I wish I had more female friends too but more than just that, I wish I had lesbian friends. The pretty simple things that people take for granted, like having met the person they're dating randomly in a cafe or flirting with a classmate over text or having all that silly "oooh do they like me back" gossip with friends, are just not really things I get to do. That's okay, but it would be nice to talk to somebody similarly... um, limited.. (though there are also lots of ways in which I think being a wlw is an advantage)
Anyway, it sounds like you have a really good grasp of who you are and what your current situation is. You sound like a level headed and grounded person, so your future of female friendships can't be too far off! I hope you find the people you're looking for.
>>5561751 Oooh, good original answer. Do you have any interest in exploring Japan's suicide forest? More gruesome but seems like it might be up your alley.
>>5561817 Even if the connections don't run deep, you know how to initiate interactions and socialize with an unfamiliar group of people. That's a really important life skill, so much so that people take classes and talk to their therapists to build a skill like yours. Even if they're not at all serious, you should feel proud that you've built the connections and relationships that you do have. It also indicates that you're easy to get along with and diverse people enjoy your company, even if it's fleeting.

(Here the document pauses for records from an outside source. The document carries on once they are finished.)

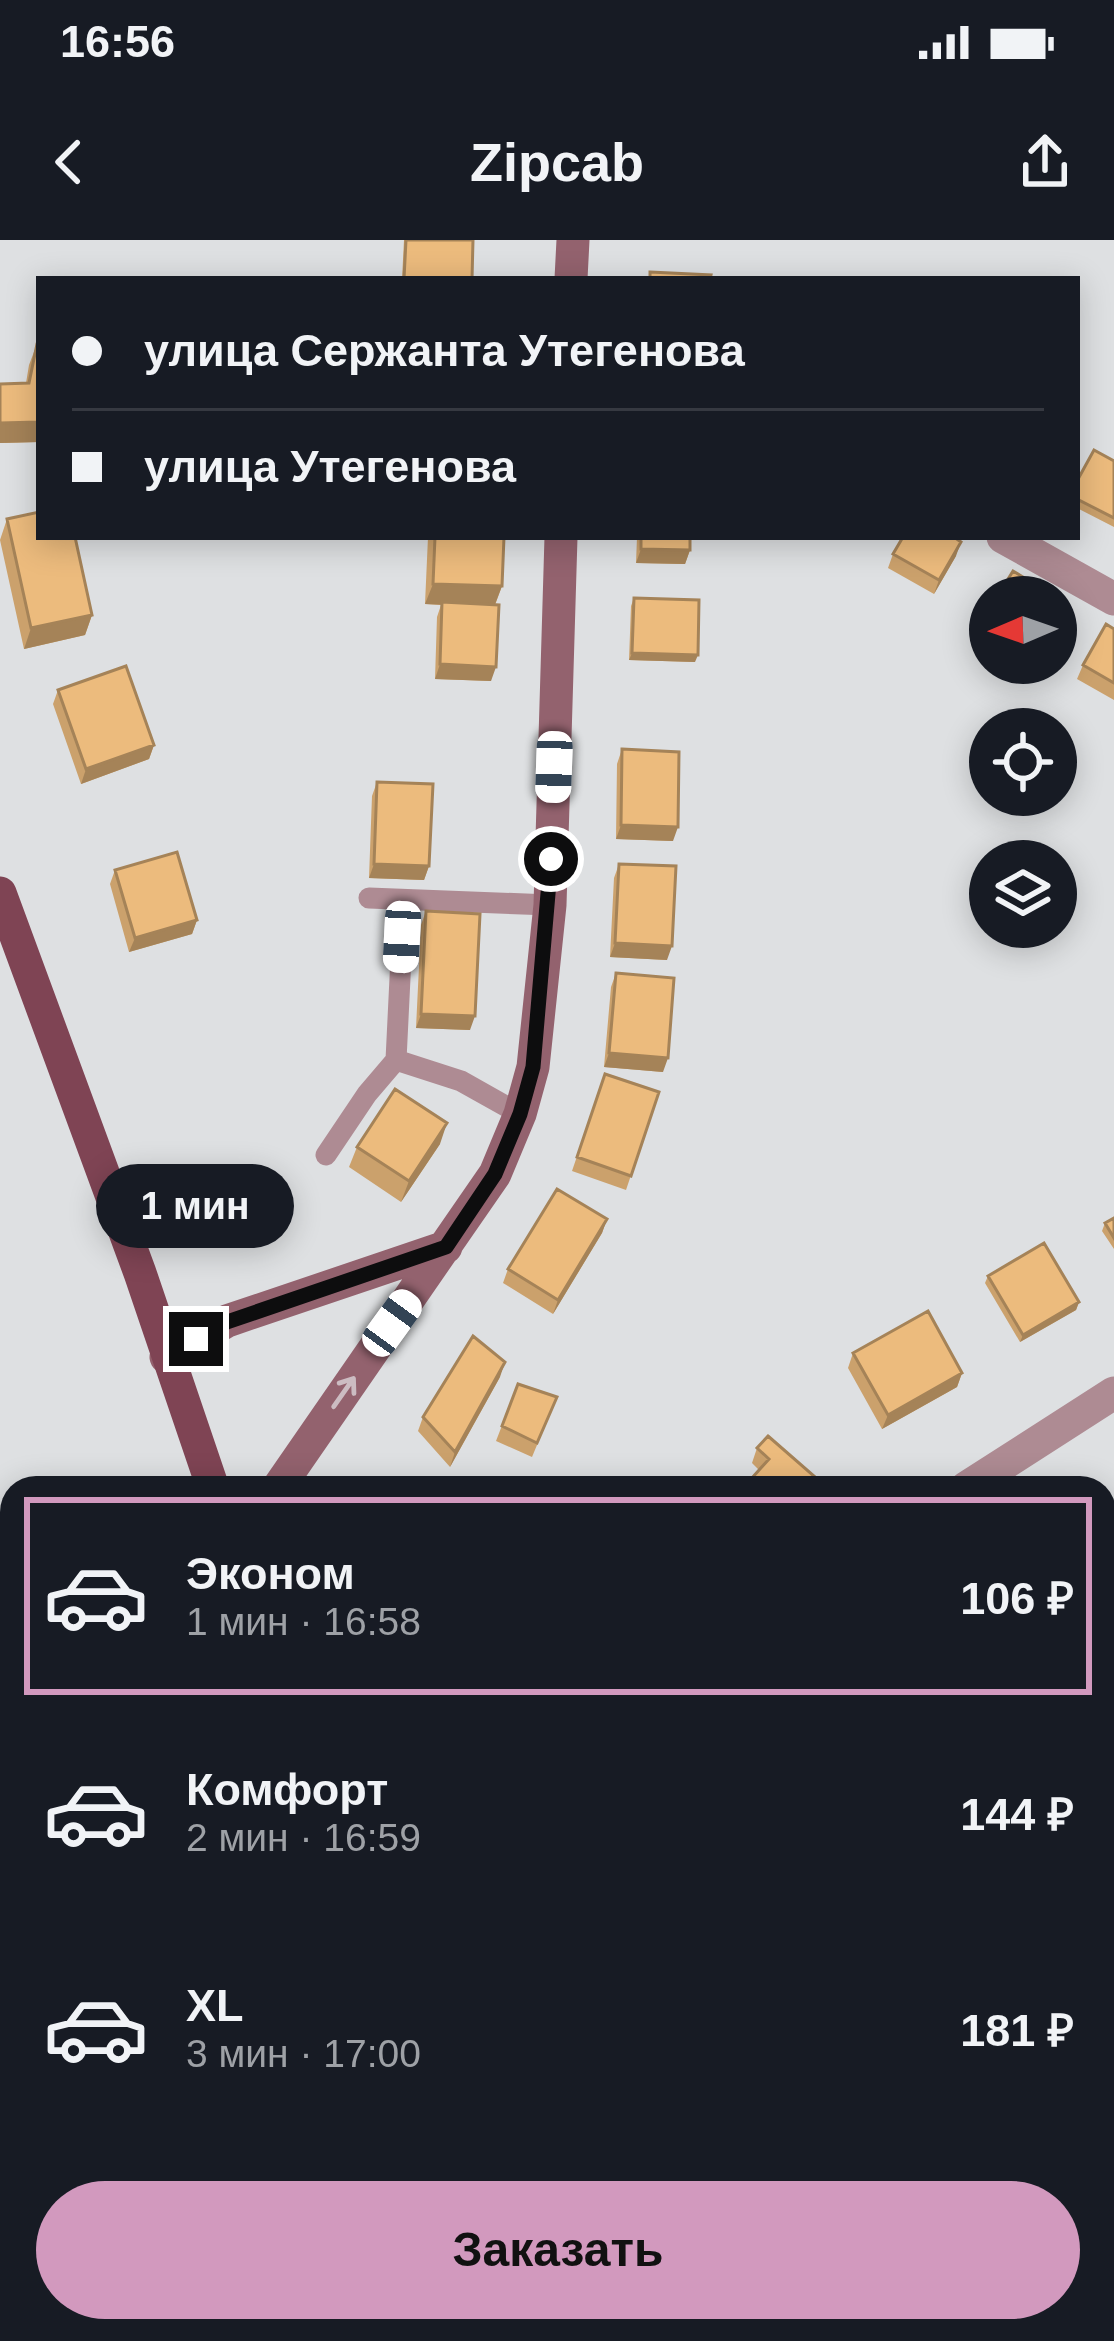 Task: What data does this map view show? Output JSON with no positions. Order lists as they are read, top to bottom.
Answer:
{
  "north": "left",
  "page": {
    "status": "16:56",
    "header": "Zipcab",
    "banner": ["улица Сержанта Утегенова", "улица Утегенова"],
    "bubble": "1 мин",
    "list": [
      {
        "name": "Эконом",
        "note": "1 мин · 16:58",
        "value": "106 ₽"
      },
      {
        "name": "Комфорт",
        "note": "2 мин · 16:59",
        "value": "144 ₽"
      },
      {
        "name": "XL",
        "note": "3 мин · 17:00",
        "value": "181 ₽"
      }
    ],
    "buttons": "Заказать"
  }
}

>>5561892 If someone tries to tell you you should be ashamed of your sexual preferences, should you really value their opinion? Just like what you like, anon. Don't try to fit into other people's idea of what you can or can't do on account of being a lesbian (or bi, I dunno). It's all just politics.
>>5561892 It's not great to tokenize people (ie "I want someone from group x") because it's pretty much guaranteed to be a disappointment for both parties, and if you're attracted to someone who you percieve to be a man/who looks like one then I would really rethink what you call your orientation, but on a deeper level, you like what you like and you want what you want. People will absolutely give you shit for it either way. Here you'll get shit for wanting MtFs, on tumblr you'll get shit if you don't. Meh.
>>5561926 Oh okay, I misunderstood! I thought you meant "get with an mtf" in general terms. As for gold star politics, who needs it? Anyone who cares about that isn't worth your time. There's no rule book but I would say that if you personally feel like you are with a woman, rather than thinking about this person as male, that's good enough to retain your gold star.
>>5561926 heh heh, that gold star..... idk how that works to be frank, if the person looks male then I assume you would lose it, if the person looks female then I think you get to keep it, I think that other anon has it right, its politics. Depending on how good you are at making a point will decipher if you keep it or lose it. (I think, don't know how all that works, thus the whole pre-op trans person and post-op trans person thing..)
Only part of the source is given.